[Saved entries]
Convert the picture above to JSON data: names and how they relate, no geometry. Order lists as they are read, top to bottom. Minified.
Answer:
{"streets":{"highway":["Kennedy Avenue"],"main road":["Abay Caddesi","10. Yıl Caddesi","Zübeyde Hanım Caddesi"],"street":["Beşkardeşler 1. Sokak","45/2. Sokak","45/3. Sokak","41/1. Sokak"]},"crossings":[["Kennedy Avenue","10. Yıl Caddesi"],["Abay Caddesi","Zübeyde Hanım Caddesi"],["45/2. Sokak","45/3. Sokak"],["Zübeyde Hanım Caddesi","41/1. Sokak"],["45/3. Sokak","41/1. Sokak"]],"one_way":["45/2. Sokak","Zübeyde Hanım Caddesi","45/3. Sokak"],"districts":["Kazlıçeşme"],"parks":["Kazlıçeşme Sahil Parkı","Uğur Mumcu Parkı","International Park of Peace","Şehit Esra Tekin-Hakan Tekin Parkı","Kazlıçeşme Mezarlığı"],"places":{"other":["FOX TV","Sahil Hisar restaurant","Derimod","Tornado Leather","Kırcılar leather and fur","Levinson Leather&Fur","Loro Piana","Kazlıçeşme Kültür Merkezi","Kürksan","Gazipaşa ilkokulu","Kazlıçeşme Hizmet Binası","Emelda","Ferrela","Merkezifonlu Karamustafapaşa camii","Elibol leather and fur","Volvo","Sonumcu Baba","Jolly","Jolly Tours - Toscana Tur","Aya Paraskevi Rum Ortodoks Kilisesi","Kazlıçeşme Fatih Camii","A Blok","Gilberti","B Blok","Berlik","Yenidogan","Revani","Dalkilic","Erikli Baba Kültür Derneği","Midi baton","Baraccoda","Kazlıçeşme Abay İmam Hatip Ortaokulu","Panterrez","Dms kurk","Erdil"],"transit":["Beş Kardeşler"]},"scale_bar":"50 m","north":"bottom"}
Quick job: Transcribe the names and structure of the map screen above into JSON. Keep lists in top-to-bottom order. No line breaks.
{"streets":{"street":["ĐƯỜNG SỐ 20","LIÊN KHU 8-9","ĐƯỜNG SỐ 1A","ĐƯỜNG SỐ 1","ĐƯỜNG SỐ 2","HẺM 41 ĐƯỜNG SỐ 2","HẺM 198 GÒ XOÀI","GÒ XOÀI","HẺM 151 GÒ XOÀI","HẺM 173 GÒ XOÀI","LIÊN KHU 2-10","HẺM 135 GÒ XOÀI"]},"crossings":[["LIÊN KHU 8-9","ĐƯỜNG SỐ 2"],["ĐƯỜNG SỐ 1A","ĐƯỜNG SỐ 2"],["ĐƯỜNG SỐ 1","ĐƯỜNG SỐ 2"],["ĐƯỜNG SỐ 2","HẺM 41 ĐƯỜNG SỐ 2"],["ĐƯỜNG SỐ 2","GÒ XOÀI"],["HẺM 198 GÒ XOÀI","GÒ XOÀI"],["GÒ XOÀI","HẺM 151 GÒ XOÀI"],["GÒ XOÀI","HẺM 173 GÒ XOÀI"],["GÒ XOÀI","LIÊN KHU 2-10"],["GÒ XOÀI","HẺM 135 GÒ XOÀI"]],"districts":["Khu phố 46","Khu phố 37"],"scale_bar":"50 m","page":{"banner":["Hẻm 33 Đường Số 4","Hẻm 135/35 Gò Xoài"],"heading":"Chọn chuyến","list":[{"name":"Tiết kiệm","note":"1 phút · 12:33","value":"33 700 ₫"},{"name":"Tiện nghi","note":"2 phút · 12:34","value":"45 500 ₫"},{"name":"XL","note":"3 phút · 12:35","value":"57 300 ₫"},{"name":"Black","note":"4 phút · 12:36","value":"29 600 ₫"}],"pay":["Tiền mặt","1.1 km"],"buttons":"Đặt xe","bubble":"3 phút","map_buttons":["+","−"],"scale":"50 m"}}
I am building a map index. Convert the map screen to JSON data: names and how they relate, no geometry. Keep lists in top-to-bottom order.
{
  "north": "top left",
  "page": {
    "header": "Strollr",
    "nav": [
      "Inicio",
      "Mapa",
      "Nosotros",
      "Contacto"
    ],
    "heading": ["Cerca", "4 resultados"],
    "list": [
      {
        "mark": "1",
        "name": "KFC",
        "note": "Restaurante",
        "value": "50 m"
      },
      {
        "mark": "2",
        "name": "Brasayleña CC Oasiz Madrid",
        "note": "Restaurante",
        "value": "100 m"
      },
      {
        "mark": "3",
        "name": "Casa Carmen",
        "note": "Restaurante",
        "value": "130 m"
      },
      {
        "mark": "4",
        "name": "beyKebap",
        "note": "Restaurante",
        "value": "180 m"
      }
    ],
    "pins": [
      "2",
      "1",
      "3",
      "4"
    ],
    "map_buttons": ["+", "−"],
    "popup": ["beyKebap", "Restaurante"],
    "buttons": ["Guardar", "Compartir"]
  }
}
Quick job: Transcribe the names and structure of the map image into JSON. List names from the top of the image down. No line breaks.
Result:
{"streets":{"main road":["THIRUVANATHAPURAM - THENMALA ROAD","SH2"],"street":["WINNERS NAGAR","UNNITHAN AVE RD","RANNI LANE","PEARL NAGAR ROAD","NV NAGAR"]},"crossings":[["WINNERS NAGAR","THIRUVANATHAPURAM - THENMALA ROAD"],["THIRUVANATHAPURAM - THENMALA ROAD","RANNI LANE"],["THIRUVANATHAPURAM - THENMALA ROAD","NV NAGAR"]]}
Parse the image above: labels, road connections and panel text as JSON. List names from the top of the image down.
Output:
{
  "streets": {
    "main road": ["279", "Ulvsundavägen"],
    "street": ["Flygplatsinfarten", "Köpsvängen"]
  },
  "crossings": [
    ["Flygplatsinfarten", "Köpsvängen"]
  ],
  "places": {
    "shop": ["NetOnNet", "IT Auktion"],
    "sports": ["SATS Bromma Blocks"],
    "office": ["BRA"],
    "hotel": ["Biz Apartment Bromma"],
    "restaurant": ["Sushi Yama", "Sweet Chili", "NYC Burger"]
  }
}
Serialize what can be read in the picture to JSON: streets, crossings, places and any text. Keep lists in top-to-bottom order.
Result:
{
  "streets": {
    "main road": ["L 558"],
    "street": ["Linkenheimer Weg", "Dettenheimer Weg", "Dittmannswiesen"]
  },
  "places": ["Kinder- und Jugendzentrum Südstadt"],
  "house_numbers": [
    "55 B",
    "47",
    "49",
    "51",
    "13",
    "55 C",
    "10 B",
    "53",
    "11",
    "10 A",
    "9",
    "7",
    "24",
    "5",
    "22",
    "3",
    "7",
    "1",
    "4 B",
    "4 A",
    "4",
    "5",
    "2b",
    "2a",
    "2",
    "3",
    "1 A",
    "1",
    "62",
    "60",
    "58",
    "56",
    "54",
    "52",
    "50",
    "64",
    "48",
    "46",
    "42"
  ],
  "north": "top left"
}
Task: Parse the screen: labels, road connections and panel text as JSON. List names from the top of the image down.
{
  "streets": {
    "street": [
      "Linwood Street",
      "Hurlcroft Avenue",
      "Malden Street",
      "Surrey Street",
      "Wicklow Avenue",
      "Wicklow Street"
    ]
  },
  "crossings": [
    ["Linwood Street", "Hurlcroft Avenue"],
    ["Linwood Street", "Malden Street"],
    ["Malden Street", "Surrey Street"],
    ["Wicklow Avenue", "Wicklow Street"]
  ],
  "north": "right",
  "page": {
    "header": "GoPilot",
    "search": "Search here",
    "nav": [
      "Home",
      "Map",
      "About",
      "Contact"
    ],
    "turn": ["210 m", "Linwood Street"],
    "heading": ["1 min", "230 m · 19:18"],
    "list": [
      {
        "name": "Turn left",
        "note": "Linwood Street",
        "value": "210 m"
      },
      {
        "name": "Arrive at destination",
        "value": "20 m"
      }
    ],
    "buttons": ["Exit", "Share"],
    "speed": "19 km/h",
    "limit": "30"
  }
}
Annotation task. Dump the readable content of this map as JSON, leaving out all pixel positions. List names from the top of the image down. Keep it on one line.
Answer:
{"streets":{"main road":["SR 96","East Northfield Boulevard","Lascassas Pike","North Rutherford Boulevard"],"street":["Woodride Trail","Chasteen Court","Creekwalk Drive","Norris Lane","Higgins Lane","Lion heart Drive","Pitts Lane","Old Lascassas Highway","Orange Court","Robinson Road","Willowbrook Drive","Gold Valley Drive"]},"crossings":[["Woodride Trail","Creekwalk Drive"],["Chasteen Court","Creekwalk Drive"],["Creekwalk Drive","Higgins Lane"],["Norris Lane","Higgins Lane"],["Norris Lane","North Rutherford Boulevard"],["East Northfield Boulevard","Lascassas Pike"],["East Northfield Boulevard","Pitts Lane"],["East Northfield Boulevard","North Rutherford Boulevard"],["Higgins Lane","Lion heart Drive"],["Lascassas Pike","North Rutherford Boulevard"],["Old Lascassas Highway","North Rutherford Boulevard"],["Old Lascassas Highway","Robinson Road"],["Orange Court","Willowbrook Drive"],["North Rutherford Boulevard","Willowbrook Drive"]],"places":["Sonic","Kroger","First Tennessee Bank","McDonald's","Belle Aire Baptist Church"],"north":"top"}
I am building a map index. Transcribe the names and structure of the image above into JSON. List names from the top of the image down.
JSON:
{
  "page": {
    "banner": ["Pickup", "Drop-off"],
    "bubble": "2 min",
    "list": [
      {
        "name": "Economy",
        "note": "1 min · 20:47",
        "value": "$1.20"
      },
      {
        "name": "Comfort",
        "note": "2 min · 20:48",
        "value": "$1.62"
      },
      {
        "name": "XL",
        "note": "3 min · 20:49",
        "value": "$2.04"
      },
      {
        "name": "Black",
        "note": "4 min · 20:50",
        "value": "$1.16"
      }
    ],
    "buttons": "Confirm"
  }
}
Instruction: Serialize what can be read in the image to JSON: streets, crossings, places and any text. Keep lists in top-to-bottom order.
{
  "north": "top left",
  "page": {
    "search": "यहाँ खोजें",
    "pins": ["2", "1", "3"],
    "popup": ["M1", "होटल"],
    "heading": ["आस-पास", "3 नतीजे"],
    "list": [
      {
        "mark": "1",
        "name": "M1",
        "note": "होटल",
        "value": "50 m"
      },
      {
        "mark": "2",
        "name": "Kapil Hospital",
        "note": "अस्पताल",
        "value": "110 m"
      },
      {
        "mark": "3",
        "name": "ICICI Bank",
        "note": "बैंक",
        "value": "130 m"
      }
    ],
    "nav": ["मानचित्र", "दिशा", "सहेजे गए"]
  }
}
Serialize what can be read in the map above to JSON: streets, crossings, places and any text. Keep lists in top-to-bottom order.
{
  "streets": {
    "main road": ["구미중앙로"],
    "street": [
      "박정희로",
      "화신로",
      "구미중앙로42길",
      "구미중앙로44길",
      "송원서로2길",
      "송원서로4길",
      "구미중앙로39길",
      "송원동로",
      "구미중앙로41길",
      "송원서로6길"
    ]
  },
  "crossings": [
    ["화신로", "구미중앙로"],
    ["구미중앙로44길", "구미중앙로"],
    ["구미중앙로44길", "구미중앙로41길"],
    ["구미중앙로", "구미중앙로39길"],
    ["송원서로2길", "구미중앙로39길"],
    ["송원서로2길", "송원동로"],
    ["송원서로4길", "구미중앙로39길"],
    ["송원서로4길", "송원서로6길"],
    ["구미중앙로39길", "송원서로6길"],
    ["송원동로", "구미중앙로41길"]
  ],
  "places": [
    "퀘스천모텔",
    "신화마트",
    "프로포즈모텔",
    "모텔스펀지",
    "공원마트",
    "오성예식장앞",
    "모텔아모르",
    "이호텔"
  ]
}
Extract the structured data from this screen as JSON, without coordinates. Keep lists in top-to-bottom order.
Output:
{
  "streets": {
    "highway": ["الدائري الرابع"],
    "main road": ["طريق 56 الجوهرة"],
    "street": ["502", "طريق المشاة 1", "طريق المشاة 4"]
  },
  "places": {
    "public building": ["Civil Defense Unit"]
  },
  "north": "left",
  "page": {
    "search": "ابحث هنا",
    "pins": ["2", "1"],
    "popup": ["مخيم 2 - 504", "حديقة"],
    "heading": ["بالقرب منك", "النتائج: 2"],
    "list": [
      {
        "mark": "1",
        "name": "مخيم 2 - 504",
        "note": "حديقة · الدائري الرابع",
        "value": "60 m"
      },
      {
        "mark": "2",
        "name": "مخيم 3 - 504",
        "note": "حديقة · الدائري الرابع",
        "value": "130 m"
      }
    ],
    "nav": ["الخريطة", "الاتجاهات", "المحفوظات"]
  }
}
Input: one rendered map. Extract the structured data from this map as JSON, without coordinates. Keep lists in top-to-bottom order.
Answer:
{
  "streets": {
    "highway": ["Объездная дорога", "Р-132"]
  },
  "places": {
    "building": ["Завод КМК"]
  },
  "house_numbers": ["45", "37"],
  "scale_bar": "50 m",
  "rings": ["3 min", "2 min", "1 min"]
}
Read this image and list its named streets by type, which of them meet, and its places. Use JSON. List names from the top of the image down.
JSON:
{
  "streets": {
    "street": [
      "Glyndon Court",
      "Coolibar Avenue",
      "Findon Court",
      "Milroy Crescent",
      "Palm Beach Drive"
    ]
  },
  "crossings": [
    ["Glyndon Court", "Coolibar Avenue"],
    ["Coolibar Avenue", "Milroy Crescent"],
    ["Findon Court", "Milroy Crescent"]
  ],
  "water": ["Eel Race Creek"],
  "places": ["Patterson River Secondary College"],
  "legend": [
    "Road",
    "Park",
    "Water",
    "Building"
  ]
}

## Work task
Reproduce exactly the entries above, limited to the lines from the one with "Annotation task. Dump" through the one with "I am building a map index. Transcribe", both included.

## Written solution
Annotation task. Dump the readable content of this map as JSON, leaving out all pixel positions. List names from the top of the image down. Keep it on one line.
Answer:
{"streets":{"main road":["SR 96","East Northfield Boulevard","Lascassas Pike","North Rutherford Boulevard"],"street":["Woodride Trail","Chasteen Court","Creekwalk Drive","Norris Lane","Higgins Lane","Lion heart Drive","Pitts Lane","Old Lascassas Highway","Orange Court","Robinson Road","Willowbrook Drive","Gold Valley Drive"]},"crossings":[["Woodride Trail","Creekwalk Drive"],["Chasteen Court","Creekwalk Drive"],["Creekwalk Drive","Higgins Lane"],["Norris Lane","Higgins Lane"],["Norris Lane","North Rutherford Boulevard"],["East Northfield Boulevard","Lascassas Pike"],["East Northfield Boulevard","Pitts Lane"],["East Northfield Boulevard","North Rutherford Boulevard"],["Higgins Lane","Lion heart Drive"],["Lascassas Pike","North Rutherford Boulevard"],["Old Lascassas Highway","North Rutherford Boulevard"],["Old Lascassas Highway","Robinson Road"],["Orange Court","Willowbrook Drive"],["North Rutherford Boulevard","Willowbrook Drive"]],"places":["Sonic","Kroger","First Tennessee Bank","McDonald's","Belle Aire Baptist Church"],"north":"top"}
I am building a map index. Transcribe the names and structure of the image above into JSON. List names from the top of the image down.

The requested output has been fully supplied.